My best friend recently gave me one of the most beautifully thoughtful gifts I’ve ever received: a very cool replica of an old school drive-in theater speaker. Her note said:
“To remind you that you are a screenwriter and filmmaker. Regardless of the fact that it may not look like what you thought it would.”
I was touched not only by her belief in my work, but how spot-on she was about the fact that our desires don’t always come to us in neat little packages designed by our imaginations.
Ever since I fell in love with screenwriting in college, I pictured that my films would one day end up with one of the big studios. (Granted, this was when dinosaurs roamed the earth, and before everything was available on YouTube…but I digress…). My producing partner Curt Apduhan and I tried for years to get into the Hollywood club. Curt is an Emmy award-winning cinematographer, who has worked with a lot of famous people who are well-entrenched in the studio system. But even with his personal and professional connections, we always seemed to get thisclose with one of our scripts, and then…crickets.

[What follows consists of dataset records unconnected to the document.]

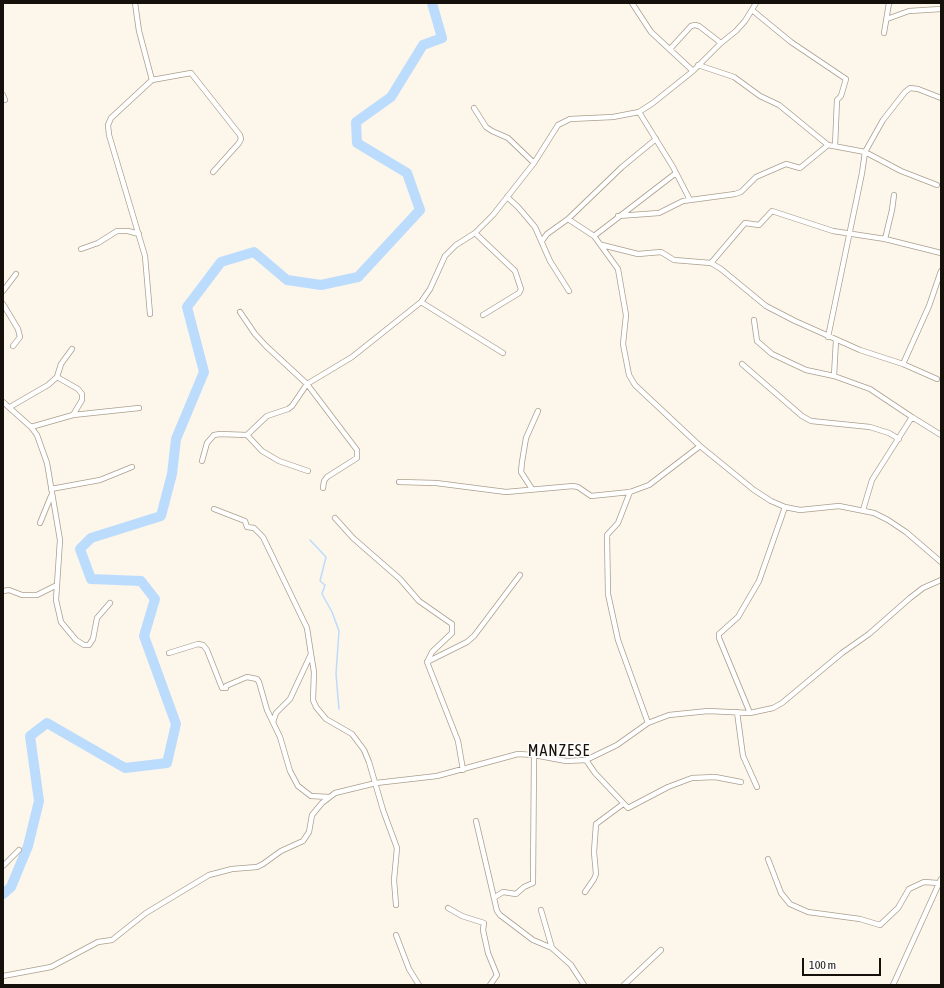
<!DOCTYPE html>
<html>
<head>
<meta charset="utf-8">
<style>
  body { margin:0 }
  #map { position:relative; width:944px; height:988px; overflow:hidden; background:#fdf6eb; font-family:"Asap Condensed",sans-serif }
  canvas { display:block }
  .frame { position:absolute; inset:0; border:4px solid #15110a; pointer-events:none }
  .scale { position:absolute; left:802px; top:958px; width:79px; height:18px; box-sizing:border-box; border:2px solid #15110a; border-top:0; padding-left:5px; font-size:12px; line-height:14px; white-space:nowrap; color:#15110a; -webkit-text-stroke:3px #fff; paint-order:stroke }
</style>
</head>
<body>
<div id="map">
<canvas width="944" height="988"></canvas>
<div class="frame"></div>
<div class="scale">100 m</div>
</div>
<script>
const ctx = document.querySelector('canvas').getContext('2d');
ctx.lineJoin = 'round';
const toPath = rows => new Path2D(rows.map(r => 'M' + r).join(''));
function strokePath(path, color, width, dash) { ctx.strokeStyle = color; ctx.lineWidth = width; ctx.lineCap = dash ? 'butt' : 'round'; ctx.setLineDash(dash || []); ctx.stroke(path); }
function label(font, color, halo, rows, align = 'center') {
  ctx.font = font + ' "Asap Condensed",sans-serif'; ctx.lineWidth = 3; ctx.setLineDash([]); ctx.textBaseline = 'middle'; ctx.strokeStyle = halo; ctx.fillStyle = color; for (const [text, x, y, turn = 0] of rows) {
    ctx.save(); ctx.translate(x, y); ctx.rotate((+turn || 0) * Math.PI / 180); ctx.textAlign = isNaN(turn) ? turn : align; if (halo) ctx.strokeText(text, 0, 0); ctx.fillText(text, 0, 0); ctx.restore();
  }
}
strokePath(toPath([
  [310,540,326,557,320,581,325,585,322,594,332,612,339,631,336,674,339,709]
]), '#bcdcfd', 1.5);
strokePath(toPath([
  [3,894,11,887,28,846,39,801,30,736,47,723,125,768,167,763,176,724,144,636,155,599,141,581,91,579,80,549,91,538,161,516,172,474,176,439,204,372,187,307,221,262,254,252,287,280,321,285,358,277,420,210,407,173,357,143,356,122,391,97,423,45,442,38,432,3]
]), '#bcdcfd', 10);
const minor = toPath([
  [135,3,139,31,152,80,111,118,108,125,109,135,145,256,150,314],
  [632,3,651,32,693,71],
  [752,10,791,42,846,79,841,96,837,100,835,146],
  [887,19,909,11,941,9],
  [884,33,889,3],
  [670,49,691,26,695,25,699,26,721,43],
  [698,65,734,77,760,96,779,105,828,145],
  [152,80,191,73,240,135,241,139,239,143,213,172],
  [3,95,5,100],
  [474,108,486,127,492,131,508,138,534,163],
  [639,112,673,167,690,200],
  [507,197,518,207,535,227,550,261,569,291],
  [618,216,659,213,683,201,735,194,741,192,756,177,786,164,800,168,828,145,865,152,901,171,937,185],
  [568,219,594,236,618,269,626,315,623,344,629,375,635,385,700,446,754,490,771,501,785,507,800,510,839,506,874,513,888,520,906,532,941,562],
  [475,233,515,271,521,289,519,293,483,315],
  [594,236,676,173],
  [885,239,892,210,894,195],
  [542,241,547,234,568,219,622,167,656,139],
  [602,245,638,254,661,252,674,260,711,263,721,269,766,306,795,321,860,350,903,364,937,379],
  [81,249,98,243,117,231,128,231,139,234],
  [711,263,745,223,759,225,772,211,833,231,885,239,941,253],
  [3,291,16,274],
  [421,302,503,353],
  [3,304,18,329,20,337,13,346],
  [240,312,255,334,266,346,307,384,357,450,357,458,327,477,324,481,323,488],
  [754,320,757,341,772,354,806,370,834,376,870,389,912,417,872,480,863,510],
  [828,337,862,173,865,152,883,120,905,92,910,88,918,89,941,98],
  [742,364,802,416,811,421,870,427,889,433,899,439],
  [903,364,929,306,941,271],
  [834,376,836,340],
  [57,377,78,389,82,394,82,400,73,415],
  [3,402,31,427,37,435,47,463,60,540,56,600,61,622,76,640,84,645,89,645,93,639,97,618,110,603],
  [10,407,48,385,57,377,61,364,72,349],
  [912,417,941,435],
  [31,427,73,415,139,408],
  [247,435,262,451,279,461,308,471],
  [202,461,207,443,214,435,220,434,247,435,267,416,288,409,292,406,307,384,352,357,421,302,430,289,445,256,456,245,475,233,493,215,534,163,558,125,570,119,613,117,639,112,653,103,693,71,721,43,736,31,745,21,756,3],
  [399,482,436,483,506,492,573,486,578,487,591,496,630,492,649,485,700,446],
  [51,489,100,480,132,467],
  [532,489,521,472,522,462,526,438,538,411],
  [630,492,618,523,607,535,608,594,618,640,648,723],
  [214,509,245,521,247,527,254,528,263,537,307,628,311,654,290,699,276,713,273,722],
  [335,518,353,538,400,579,419,601,452,624,452,633,432,652,427,662,458,741,463,770],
  [40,523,51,496],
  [3,591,9,590,22,595,37,595,57,585],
  [169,653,198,644,203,645,207,650,222,688,226,688,226,686,247,677,257,679,259,682,267,710,280,737,290,771,298,786,311,796,329,797],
  [311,654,314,672,313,700,316,707,326,719,352,734,364,750,369,762,383,810,397,848,394,880,396,905],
  [427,662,467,642,474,636,520,575],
  [737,712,743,756,757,787],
  [750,713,719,638,719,634,738,617,759,581,785,507],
  [586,760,595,773,628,808,668,787,692,778,715,777,741,782],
  [476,821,497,911,500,915,533,940,552,948],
  [768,859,781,893,790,904,808,912,860,919,880,925,898,908,909,889,924,882,938,883],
  [3,866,19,850],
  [585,892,594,879,596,874,594,852,596,824,623,804],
  [495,897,503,892,516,894,524,887,533,883,534,755],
  [448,908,462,916,484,923,483,930,488,953,497,975,490,985],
  [541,910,552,948,571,965,584,985],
  [396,935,409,969,419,985],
  [3,976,51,967,98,942,112,940,146,913,209,875,232,869,257,867,263,864,281,851,303,841,309,832,312,815,322,803,335,793,376,783,437,776,518,754,534,755,566,761,586,760,617,745,648,723,669,715,708,711,750,713,773,708,782,703,842,653,869,634,910,598,923,588,941,580],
  [624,985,661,950],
  [893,985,941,879]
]);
strokePath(minor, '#ab9f8d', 6);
strokePath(minor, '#fff', 4.5);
ctx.letterSpacing = '1px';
label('16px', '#15110a', '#fff', [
  ["MANZESE",559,751]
]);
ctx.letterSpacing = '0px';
</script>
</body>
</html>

Finally, we decided that it was time to stop wasting time courting approval and just make a movie on our own. Even if it wasn’t a full-length feature backed by millions of dollars and starring a household name, it was still tangible proof that we knew how to write and produce something screen-worthy.
So, we shot our first short film, “Anniversary” with an amazing cast of three in a friend’s home (whose living room was miraculously transformed by our set designer into a hotel suite). We were on a shoestring budget, but everyone involved gave so generously of their time and talent that we ended up with a beautiful film that was very well-received at several festivals in the U.K.
We may still make it to Hollywood one day. Or maybe not. But I will never forget the thought that came to me as I stood on set for the first time and watched the actors say my words:
“I don’t know if I could be any happier if this were being played out on a giant soundstage or a glamorous location. I love filmmaking, period. I just want to be in the game.”
And as of this writing, I still am. Another short film produced and screened at festivals last year, and one more in the works that will be expanded to a feature. At least that’s the plan.
(I know, I know…cue the “we plan, God laughs” jokes.)
But I’ve done my best to catch and cultivate the dreams that come to me. Now begins the continual process of prying my fingers off of the steering wheel.
Time to let the Divine do the driving.